There are different kinds of hot. There is summer hot, a delicious blend of heat and humidity that causes people to jump into large earthen bowls of water. There is spicy hot, the kind that has given Adam Richman a very lucrative career. There is internal heat, the sort that I feel now after discussing the state of the financial markets and the inept administration that has led us to a climate where wealth is evil and must be usurped in order to insure that lazy people get more free jars of peanut butter. And there is housing market hot, a heat that has not been felt for years but is nonetheless present if only you’d cast your dewy eyes to the Lake Geneva vacation home scene.
If I weren’t the thoughtful person that I am, I’d take one quick glance at the market here and assume all is well. I’d probably go as far as declaring the market healed, washed clean of any remaining trouble, baptized into a new era, the old market and its difficulties drowned in a pool of redemption. But I am a realist, and I understand the market, and I know that a spate of activity does not create a reconciled market, even if it is fun to watch and comment on once in a great while. The market at Lake Geneva, with some necessary reservations, is actually unapologetically hot.
This morning, the MLS shows 15 lakefront and lake access homes under contract. This activity is quite impressive, especially when viewed through the prism of annual market cycles. July is not typically the best sales month at Lake Geneva. May and June are usually far better, as are September and October, a noticed historical trend that makes July activity all the more invigorating. It’s the unexpected nature of it that makes it so precious. The pending sales include at least two listings in Country Club Estates, one in Glenwood Springs, five in Cedar Point Park, and a handful scattered throughout Sunset Hills, and The Birches. These homes range in price from $199k to $2.995MM, and feature several homes that I think might present memorable values depending on their ultimate sales prices.
Among the sales, two are the most important to watch, and both are in the $2.4-$3MM price range. The sale on Circle Parkway in Cedar Point is of interest to me, primarily because I thought the property might close at $2MM, and if it does, I’ll love the deal. Like intensely love it. The other is the pending lakefront on South Lakeshore in Fontana listed at $2.995MM, and I’m watching this for the final sales price to see if that sells in the range that I hoped it would as well. There are reasons to think that these two sales will be a fine indicator for lakefront valuations as we move into the typically robust fall selling season. I just karate chopped myself for writing fall.
The sales activity in the single family vacation home segment has not, unfortunately, as of yet spilled over into the lakefront condominium market. There are still stellar listings available, seductively showing their wares while buyers continue to pay no attention. I heard a rumor of a rumored deal in Stone Manor, but without the MLS telling me the rumor is true, I’ll just have to wait on that one. There is a lakefront foreclosure in the works at Bay Shore in Williams Bay, which might lead me to cut my price before that REO hits if I were a seller in that complex. Aside from that, the activity seems nominal at best, and sorely in need of an injection of confidence that has soared in the single family markets.
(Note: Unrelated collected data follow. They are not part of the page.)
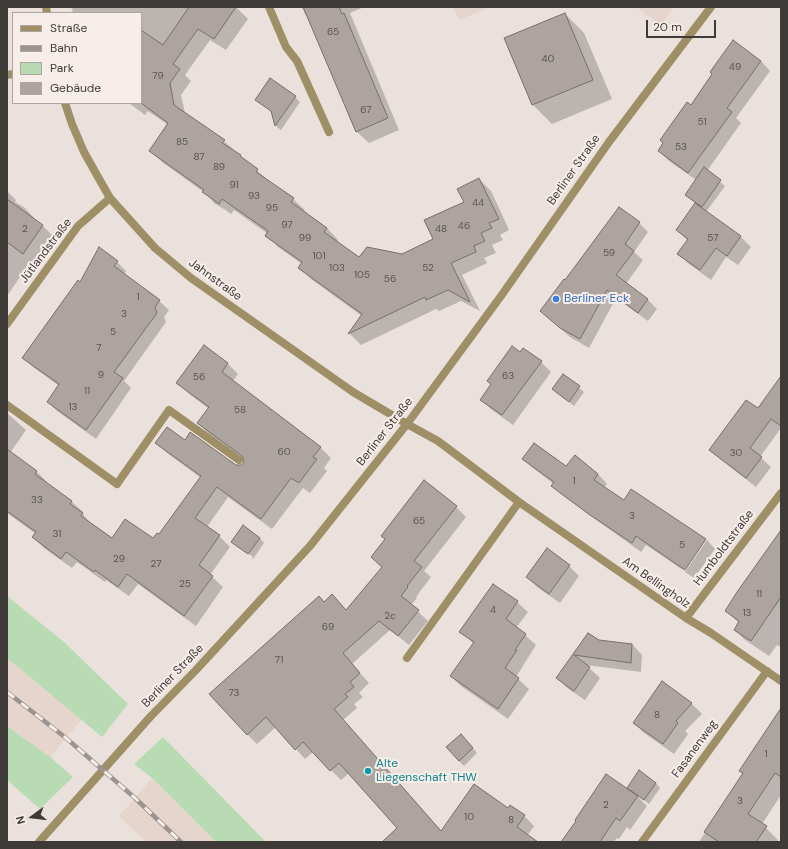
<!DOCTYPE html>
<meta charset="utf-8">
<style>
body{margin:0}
#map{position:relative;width:788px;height:849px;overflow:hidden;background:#ebe1dc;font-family:"DM Sans",sans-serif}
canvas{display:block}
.frame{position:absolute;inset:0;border:8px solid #3e3a38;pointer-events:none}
.legend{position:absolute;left:12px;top:12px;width:130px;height:92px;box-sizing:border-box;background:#f8eee9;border:1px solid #aea6a2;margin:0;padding:5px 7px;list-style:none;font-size:12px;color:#3e3a38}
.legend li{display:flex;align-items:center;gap:8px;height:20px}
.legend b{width:20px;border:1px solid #aea6a2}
.north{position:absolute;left:12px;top:797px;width:40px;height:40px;-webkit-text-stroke:3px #f8eee9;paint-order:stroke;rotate:255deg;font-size:11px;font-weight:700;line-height:16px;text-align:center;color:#3e3a38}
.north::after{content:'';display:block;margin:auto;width:14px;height:18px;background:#3e3a38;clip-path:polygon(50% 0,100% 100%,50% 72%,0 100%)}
.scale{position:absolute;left:646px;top:20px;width:70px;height:18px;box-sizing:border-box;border:2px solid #3e3a38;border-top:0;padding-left:5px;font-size:12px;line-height:14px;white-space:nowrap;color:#3e3a38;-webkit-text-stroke:3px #f8eee9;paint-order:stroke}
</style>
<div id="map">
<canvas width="788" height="849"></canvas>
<div class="frame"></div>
<ul class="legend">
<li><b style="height:5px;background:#9e8f67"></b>Straße</li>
<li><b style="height:5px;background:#9b9490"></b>Bahn</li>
<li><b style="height:11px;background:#b9dbb3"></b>Park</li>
<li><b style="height:11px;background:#ada49f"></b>Gebäude</li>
</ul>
<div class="north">N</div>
<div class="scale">20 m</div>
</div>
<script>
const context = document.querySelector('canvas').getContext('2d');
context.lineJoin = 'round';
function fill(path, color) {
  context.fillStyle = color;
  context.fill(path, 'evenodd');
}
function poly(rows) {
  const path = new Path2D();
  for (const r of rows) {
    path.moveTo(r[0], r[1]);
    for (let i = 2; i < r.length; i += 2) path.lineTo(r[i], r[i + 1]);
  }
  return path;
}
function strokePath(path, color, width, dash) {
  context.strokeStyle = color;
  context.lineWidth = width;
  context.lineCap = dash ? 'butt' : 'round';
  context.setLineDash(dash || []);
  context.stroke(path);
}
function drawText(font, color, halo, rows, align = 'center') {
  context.font = font + ' "DM Sans",sans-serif';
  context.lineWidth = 4;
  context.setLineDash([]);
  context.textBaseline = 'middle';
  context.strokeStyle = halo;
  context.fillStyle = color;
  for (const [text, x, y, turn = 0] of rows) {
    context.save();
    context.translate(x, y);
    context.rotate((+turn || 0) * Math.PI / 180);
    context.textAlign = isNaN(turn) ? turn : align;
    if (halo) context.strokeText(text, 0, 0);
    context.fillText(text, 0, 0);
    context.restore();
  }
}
const built = poly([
 [453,7,490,7,459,20],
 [636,7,674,7,661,25],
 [7,658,82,719,50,757,7,726],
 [152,778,216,842,146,842,119,816]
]);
const green = poly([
 [7,596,64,642,128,704,102,737,7,658],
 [7,726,50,757,73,777,40,809,7,780],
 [163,737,266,842,216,842,152,778,134,764]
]);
const shadow = poly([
 [70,7,236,7,248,19,226,50,210,40,185,75,191,81,181,95,185,113,224,141,270,182,293,199,305,210,303,212,327,228,338,240,337,242,360,258,402,255,435,240,465,202,479,179,491,191,509,230,500,235,503,240,492,245,496,253,484,258,487,263,462,275,480,311,461,301,439,311,436,309,361,345,350,334,362,316,311,279,299,267,302,264,278,247,267,235,268,234,234,210,231,214,224,209,215,204,205,193,162,162,150,150,168,125,148,111,145,115,129,103,141,103,141,13,71,13,73,10],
 [302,7,364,7,350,13,399,130,369,143,357,132,309,18,305,14],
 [565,14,584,33,612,99,552,124,533,105],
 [761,61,770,71,736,118,741,123,707,171,725,186,706,212,741,237,751,247,738,265,726,257,711,280,689,264,679,254,688,241,677,230,696,203,686,195,696,180,669,161,659,151,691,107],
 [295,97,300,102,281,130,276,126,273,112],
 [7,191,16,200,15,202,25,208,34,218,33,219,43,226,52,235,33,262,31,261,7,296],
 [639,223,648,232,634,252,643,260,626,284,648,300,657,309,648,321,616,298,589,348,570,337,541,311,566,281],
 [117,262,126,271,124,275,159,301,169,310,164,317,166,322,124,381,131,388,96,439,57,411,48,402,59,386,33,367,24,358,80,283],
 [205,346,228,364,238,374,233,381,320,447,331,458,324,468,327,471,310,493,303,488,272,529,228,497,207,527,219,536,230,547,210,575,223,587,196,626,138,584,129,596,106,580,105,582,77,562,72,568,44,548,33,537,36,534,7,513,7,413,26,430,10,453,36,471,47,482,46,483,72,502,83,512,82,513,92,525,112,539,153,539,159,536,201,478,167,453,156,443,185,441,235,465,241,466,245,463,245,460,209,434,198,423,209,409,188,393,178,383],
 [521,353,541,362,551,372,513,425,492,410,482,400,492,385,488,381],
 [563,375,584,392,574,406,553,389],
 [781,378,781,428,760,457,771,467,756,487,720,459,710,450,758,410],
 [575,457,598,474,607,484,604,488,624,502,632,491,706,540,704,540,683,570,646,545,641,552,562,495,553,486,554,484,533,468,524,459,566,468],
 [425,482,456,507,466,517,424,571,431,577,416,597,417,598,411,605,428,621,409,645,390,630,352,664,369,683,359,693,363,697,354,704,357,708,343,720,442,832,509,809,510,807,524,816,534,826,527,836,536,842,398,842,399,828,349,773,341,780,313,752,305,759,276,727,257,744,247,734,324,603,332,596,347,611,382,568,372,557,386,540,382,536],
 [781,531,781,647,777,645,769,656,745,640,735,630,739,623,726,611],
 [260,538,264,543,253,559,252,558,253,557,232,542],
 [707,540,715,549,694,578,685,572],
 [569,566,579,576,560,603,537,587,527,577],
 [517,602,528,612,516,628,525,635,536,645,516,677,529,689,508,719,461,686,451,676,474,644,461,632],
 [588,634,598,641,632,644,642,655,641,672,586,665,600,678,585,700,567,688,557,678],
 [662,683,692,704,702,714,685,731,688,734,674,754,644,733,634,723],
 [781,739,781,795,762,824,778,840,777,842,699,842,743,774,741,771],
 [466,740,477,753,464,766,459,761],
 [656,783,660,788,649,804,638,796,638,797,647,806,630,830,627,827,619,839,617,838,614,842,604,842,601,840,600,842,563,842,632,791]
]);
const building = poly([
 [189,7,236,7,214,39,198,29,173,64,180,69,170,83,174,105,225,140,222,143,241,155,240,156,258,169,256,172,294,198,291,202,327,228,324,232,359,257,367,247,402,254,433,239,424,220,464,202,457,189,479,178,499,219,489,223,492,228,481,233,485,241,474,246,476,252,451,263,470,302,448,290,426,300,425,297,348,334,362,314,298,268,302,262,265,236,268,231,222,199,219,204,211,198,202,192,204,190,149,151,168,123,141,103,141,30,163,45,189,7],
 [303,7,339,7,342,14,344,13,388,118,356,132,303,7],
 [565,13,593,80,532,105,504,38,565,13],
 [733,40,761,61,727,108,732,112,688,173,658,151,663,143,660,140,687,102,691,105,712,74,710,72,733,40],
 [270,78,296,96,275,126,271,111,255,100,270,78],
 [704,167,721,180,702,207,685,195,704,167],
 [7,199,43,225,23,254,7,242,7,199],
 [695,203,741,236,727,256,716,248,700,270,677,254,688,239,676,230,695,203],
 [619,207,640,222,625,244,634,251,616,275,648,299,638,313,607,290,580,339,560,328,540,311,564,279,565,280,619,207],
 [99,247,118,261,114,266,160,300,155,307,157,313,114,372,123,378,86,430,47,402,59,384,22,358,78,280,80,282,99,247],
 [204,345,228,363,222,372,321,447,313,457,317,459,299,483,291,478,261,519,217,487,195,518,220,535,199,565,213,576,184,616,127,574,118,587,95,570,94,572,66,552,61,559,32,537,36,532,7,511,7,449,37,471,35,474,72,501,70,504,83,513,81,516,112,538,125,519,153,538,157,533,159,534,201,476,155,443,167,427,185,440,190,432,236,465,242,465,244,461,242,456,197,423,209,407,176,383,204,345],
 [512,346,520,352,523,348,542,361,502,415,480,400,491,384,487,381,512,346],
 [563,374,580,386,569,402,552,389,563,374],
 [781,376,781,426,771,419,750,448,762,457,746,478,709,450,746,400,758,408,781,376],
 [534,443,566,466,575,455,598,474,594,480,624,500,631,489,706,539,685,570,636,536,632,543,590,515,551,486,554,482,522,459,534,443],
 [424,480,457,506,414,561,422,567,407,586,408,587,401,596,419,610,398,636,379,621,343,653,360,673,350,682,354,687,345,694,348,697,334,709,441,831,474,784,508,808,510,805,525,815,517,827,538,842,382,842,397,828,339,763,330,771,303,742,295,750,266,717,247,735,209,694,319,596,324,602,332,594,346,610,382,567,371,557,385,539,381,536,424,480],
 [243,525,260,538,248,554,231,542,243,525],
 [781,530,781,597,751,641,734,630,739,621,725,611,737,592,781,530],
 [547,548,570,565,549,594,526,577,547,548],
 [493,584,518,601,506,619,526,634,515,650,517,650,505,668,519,678,498,709,450,676,474,642,459,632,493,584],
 [588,633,599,640,632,644,631,663,574,655,590,667,574,691,556,678,588,633],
 [662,681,692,703,676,721,678,723,663,744,633,723,662,681],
 [781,708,781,777,775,773,748,814,767,826,756,842,719,842,704,832,743,773,739,771,781,708],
 [461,734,473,748,459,761,446,747,461,734],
 [639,770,656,783,644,800,627,788,639,770],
 [606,774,638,796,620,821,616,818,600,842,561,842,576,821,575,820,606,774]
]);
const service = poly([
 [117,484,169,410,239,460]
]);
const minor = poly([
 [269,7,286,47,297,61,329,132],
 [7,75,13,74],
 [7,324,78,226,110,198],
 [7,405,117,484],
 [407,424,438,441,519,502,686,618,711,633,781,681],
 [686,618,781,493],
 [407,658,519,502],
 [642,842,767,671]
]);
const tertiary = poly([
 [46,7,47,13],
 [65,103,72,124,84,152,98,177,110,198,155,248,191,278,353,392,407,424],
 [39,842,151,716,196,670,310,546,407,424,501,296,609,142,711,7]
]);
const rail = poly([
 [7,692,66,738,135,798,181,842]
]);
const markers = [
 [556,299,4,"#3f7fe0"],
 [368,771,4,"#0f9aa8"]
];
const numberNames = [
 ["65",333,32],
 ["40",548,59],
 ["49",735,67],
 ["79",158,76],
 ["67",366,110],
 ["51",702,122],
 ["85",182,142],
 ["53",681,147],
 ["87",199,157],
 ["89",219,167],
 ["91",234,185],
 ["93",254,196],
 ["44",478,203],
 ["95",272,208],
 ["97",287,225],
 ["46",464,226],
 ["2",25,229],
 ["48",441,229],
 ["99",305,238],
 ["57",713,238],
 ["59",609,253],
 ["101",319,256],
 ["103",337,268],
 ["52",428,268],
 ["105",362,275],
 ["56",390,279],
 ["1",138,297],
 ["3",124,314],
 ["5",113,332],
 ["7",99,348],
 ["9",101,375],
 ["63",508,376],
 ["56",199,377],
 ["11",87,391],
 ["13",73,407],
 ["58",240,410],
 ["60",284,452],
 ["30",736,453],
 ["1",574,481],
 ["33",37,500],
 ["3",632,516],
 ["65",419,521],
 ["31",57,534],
 ["5",682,545],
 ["29",119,559],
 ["27",156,564],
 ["25",185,584],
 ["11",759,594],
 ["4",493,610],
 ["13",747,613],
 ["2c",390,616],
 ["69",328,627],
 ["71",279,660],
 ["73",234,693],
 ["8",657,715],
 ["1",766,754],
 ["3",740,801],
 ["2",606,805],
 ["10",469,817],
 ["8",511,820]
];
const streetNames = [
 ["Berliner Straße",574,170,-55],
 ["Jütlandstraße",46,251,-53],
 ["Jahnstraße",215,280,36],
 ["Berliner Straße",385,432,-52],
 ["Humboldtstraße",724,548,-53],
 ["Am Bellingholz",656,583,35],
 ["Berliner Straße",173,676,-46],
 ["Fasanenweg",695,749,-54]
];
const shopNames = [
 ["Berliner Eck",564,299]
];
const cultureNames = [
 ["Alte",376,764],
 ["Liegenschaft THW",376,778]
];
fill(built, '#e6d5cc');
fill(green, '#b9dbb3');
fill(shadow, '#0003');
fill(building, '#ada49f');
strokePath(building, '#766e69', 1);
strokePath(service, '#9e8f67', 8);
strokePath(minor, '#9e8f67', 8);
strokePath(tertiary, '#9e8f67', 8);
strokePath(rail, '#9b9490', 4.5);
strokePath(rail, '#f8eee9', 3, [9]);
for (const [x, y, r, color] of markers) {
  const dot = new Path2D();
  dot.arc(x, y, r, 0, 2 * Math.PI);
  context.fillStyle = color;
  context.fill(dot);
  strokePath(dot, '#f8eee9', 1.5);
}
drawText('10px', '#5a5452', null, numberNames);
drawText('12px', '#3e3a38', '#f8eee9', streetNames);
drawText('12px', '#366cbe', '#f8eee9', shopNames, 'left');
drawText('12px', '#0d838f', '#f8eee9', cultureNames, 'left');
</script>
I would be remiss if I didn’t include this week’s stock market activity in this post. The market, in short, is the most important indicator for the current and future health of our Lake Geneva vacation home market. Remember, unemployment isn’t that important. Interest rates mean very little as well. What matters it the feeling of increased wealth that can be easily recognized when stock market indexes are high, or at least stable. When the stock market has an elongated hiccup, the Lake Geneva real estate market has a tendency to hibernate for a while. It’s still too soon to see what this week’s malaise will do to the immediate health of the market here, but it is safe to say that this correction isn’t a positive. Perhaps if wealthy people and corporations didn’t feel as though their income was targeted as a way for the government to generate much needed “revenue”, they might feel a bit more easy. There I go again, getting all sweaty and itchy, feeling hot, but apparently not quite as hot as my dear Lake Geneva real estate market.